§ Data records:
*** Begin section ***
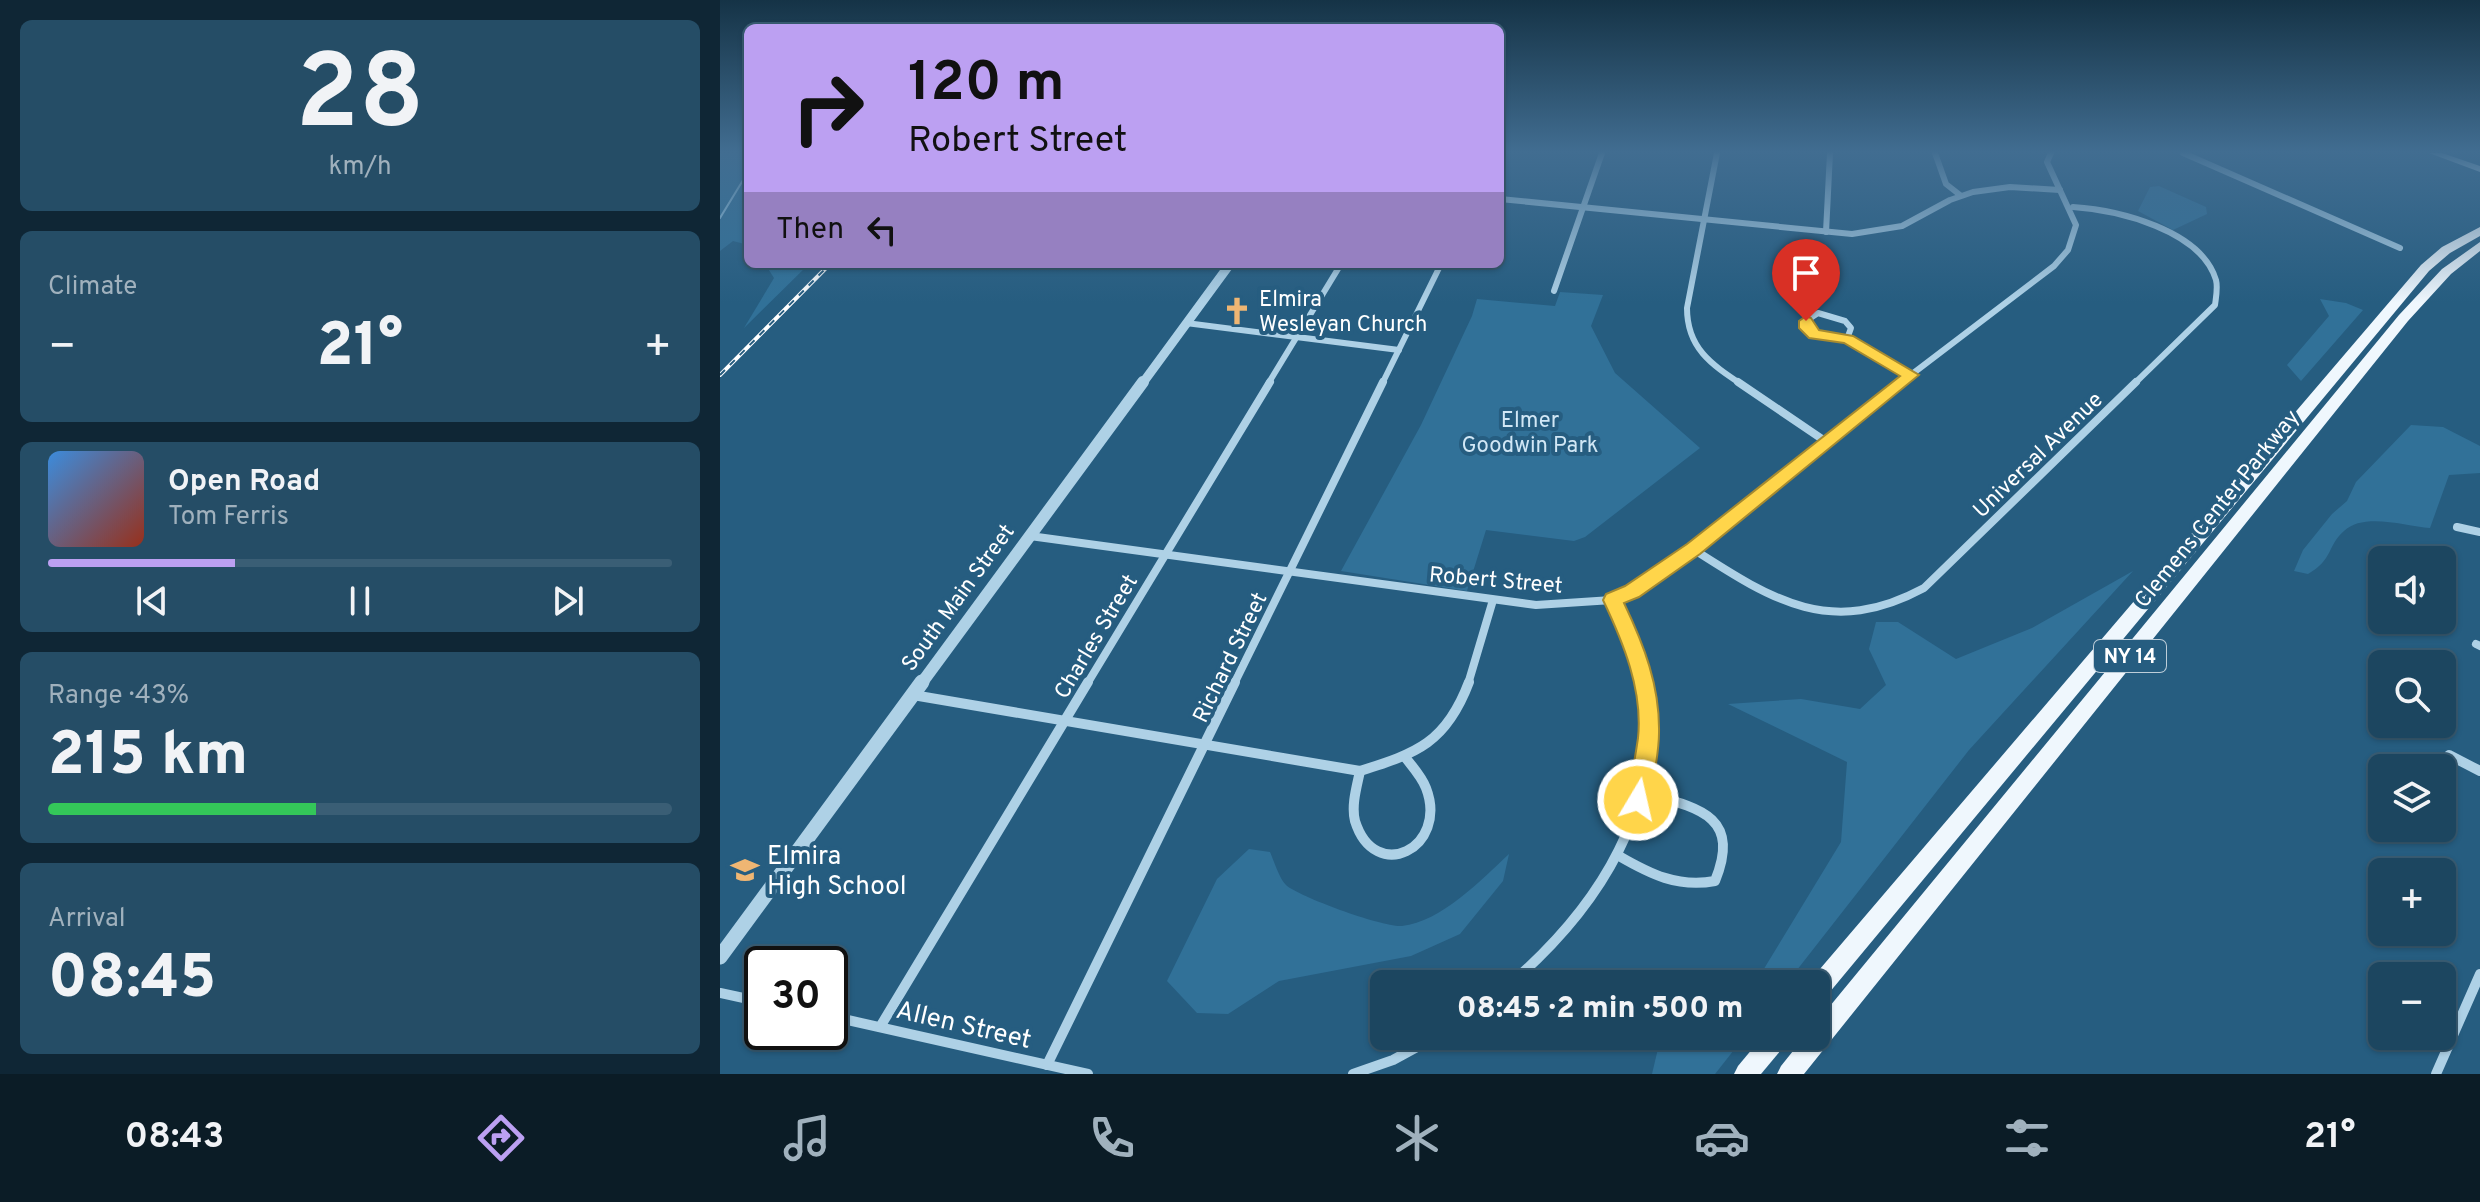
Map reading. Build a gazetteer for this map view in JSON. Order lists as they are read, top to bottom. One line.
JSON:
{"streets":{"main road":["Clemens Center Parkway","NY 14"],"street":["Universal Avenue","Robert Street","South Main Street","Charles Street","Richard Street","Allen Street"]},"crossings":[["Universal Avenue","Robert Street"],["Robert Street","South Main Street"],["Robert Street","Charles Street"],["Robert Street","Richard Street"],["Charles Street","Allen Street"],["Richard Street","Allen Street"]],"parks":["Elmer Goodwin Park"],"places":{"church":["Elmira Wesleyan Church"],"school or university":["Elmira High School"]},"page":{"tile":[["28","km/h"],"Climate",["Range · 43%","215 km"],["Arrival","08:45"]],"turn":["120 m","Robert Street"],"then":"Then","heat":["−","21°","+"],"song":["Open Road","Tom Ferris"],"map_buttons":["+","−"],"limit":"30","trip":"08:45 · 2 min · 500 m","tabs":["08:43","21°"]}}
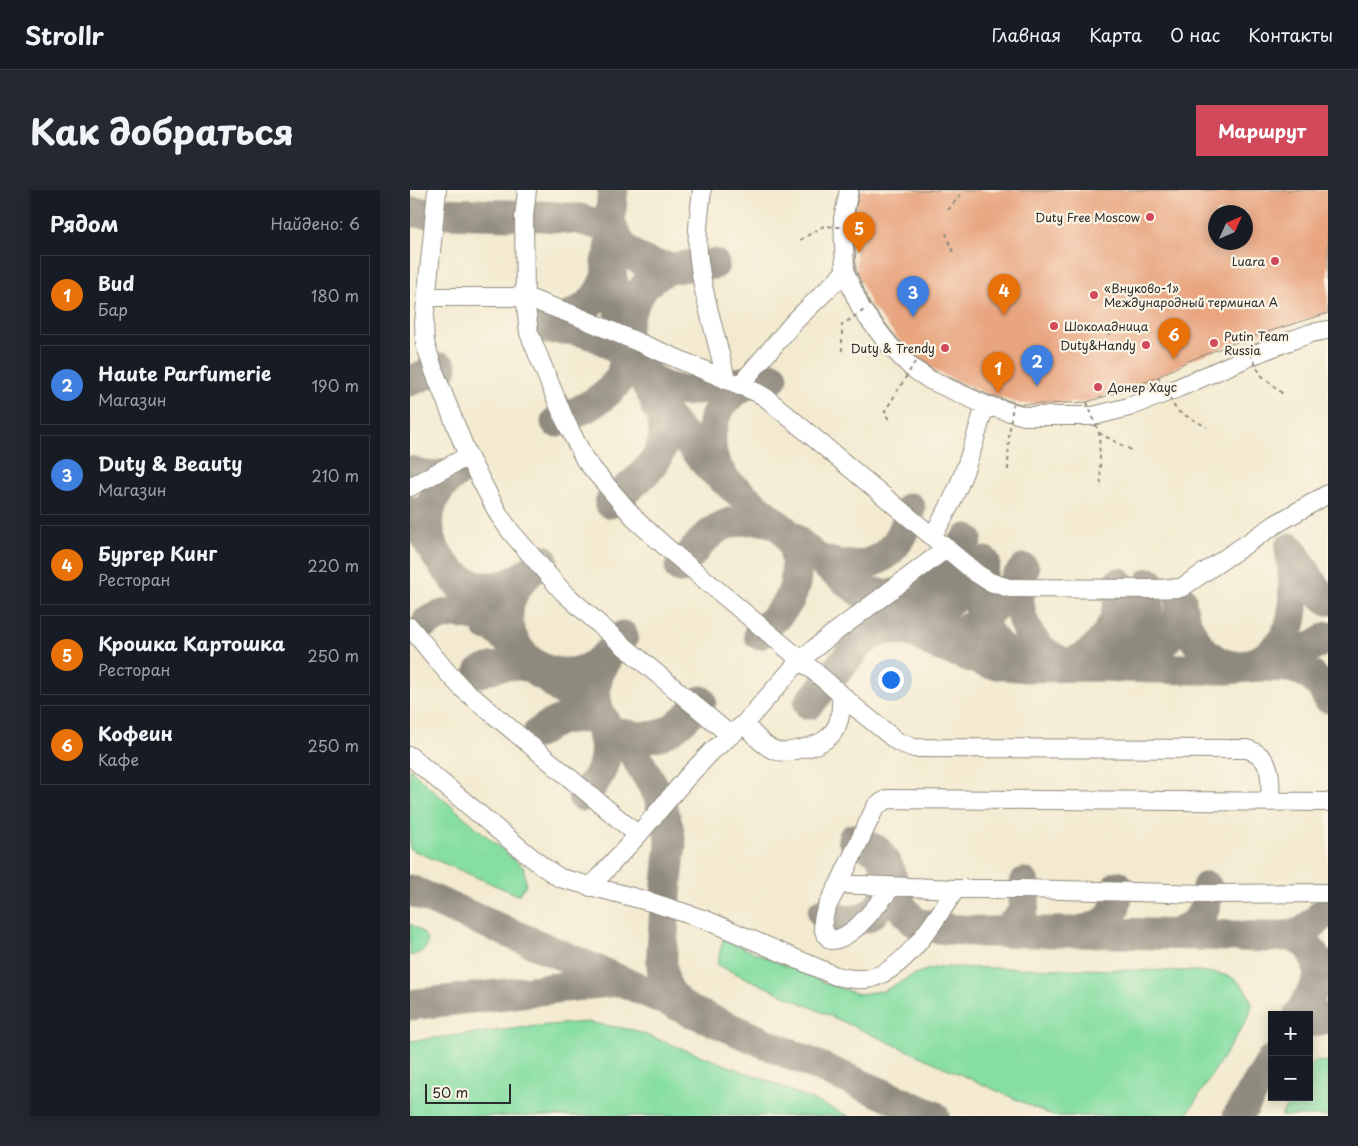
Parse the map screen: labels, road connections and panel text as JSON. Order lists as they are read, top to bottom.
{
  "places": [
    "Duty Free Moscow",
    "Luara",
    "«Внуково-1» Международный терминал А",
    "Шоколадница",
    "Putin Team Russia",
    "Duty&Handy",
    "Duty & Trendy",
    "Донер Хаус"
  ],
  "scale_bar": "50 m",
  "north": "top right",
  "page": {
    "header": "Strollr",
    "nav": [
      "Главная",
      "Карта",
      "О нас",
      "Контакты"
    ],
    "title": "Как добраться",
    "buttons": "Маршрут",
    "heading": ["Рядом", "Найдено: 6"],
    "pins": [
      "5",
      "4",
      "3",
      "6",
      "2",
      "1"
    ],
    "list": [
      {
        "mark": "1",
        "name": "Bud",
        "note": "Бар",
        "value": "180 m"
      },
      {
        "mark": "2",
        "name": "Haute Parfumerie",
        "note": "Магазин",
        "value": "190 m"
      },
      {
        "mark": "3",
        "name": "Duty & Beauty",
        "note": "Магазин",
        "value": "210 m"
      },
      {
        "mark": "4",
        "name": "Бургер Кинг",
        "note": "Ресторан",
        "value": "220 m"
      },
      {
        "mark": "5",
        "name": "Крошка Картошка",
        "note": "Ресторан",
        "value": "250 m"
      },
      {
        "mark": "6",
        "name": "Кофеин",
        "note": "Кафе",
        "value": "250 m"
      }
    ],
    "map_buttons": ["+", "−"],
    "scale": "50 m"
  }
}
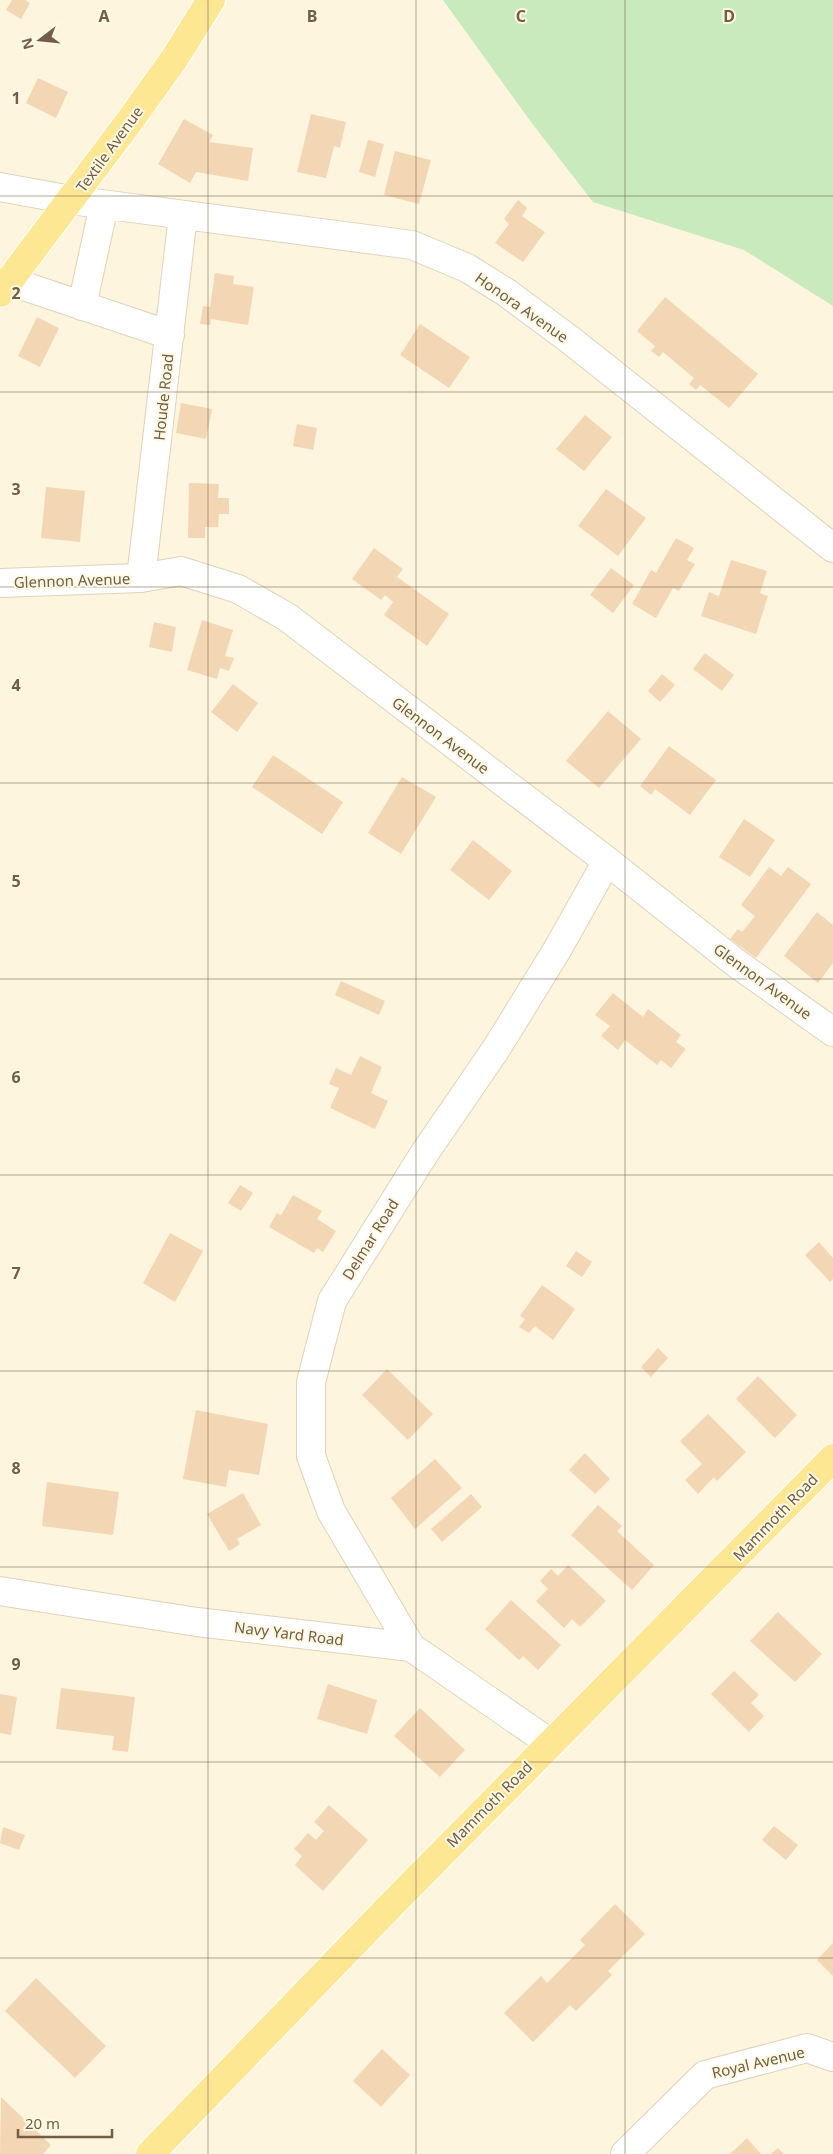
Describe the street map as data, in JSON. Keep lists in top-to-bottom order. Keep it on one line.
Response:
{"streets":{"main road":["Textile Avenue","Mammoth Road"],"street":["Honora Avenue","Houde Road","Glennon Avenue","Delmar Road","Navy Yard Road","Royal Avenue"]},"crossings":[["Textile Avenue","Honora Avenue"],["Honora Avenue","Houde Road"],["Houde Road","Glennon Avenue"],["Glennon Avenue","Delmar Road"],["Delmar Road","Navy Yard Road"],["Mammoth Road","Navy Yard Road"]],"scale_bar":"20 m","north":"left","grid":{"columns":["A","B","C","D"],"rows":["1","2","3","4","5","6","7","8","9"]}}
*** End section ***
§ WHAT IS REQUIRED: Please retype, without any change, the line containing "Describe the street" and every line after it to the end of the entries above, and only those.

§ RESPONSE BELOW:
Describe the street map as data, in JSON. Keep lists in top-to-bottom order. Keep it on one line.
Response:
{"streets":{"main road":["Textile Avenue","Mammoth Road"],"street":["Honora Avenue","Houde Road","Glennon Avenue","Delmar Road","Navy Yard Road","Royal Avenue"]},"crossings":[["Textile Avenue","Honora Avenue"],["Honora Avenue","Houde Road"],["Houde Road","Glennon Avenue"],["Glennon Avenue","Delmar Road"],["Delmar Road","Navy Yard Road"],["Mammoth Road","Navy Yard Road"]],"scale_bar":"20 m","north":"left","grid":{"columns":["A","B","C","D"],"rows":["1","2","3","4","5","6","7","8","9"]}}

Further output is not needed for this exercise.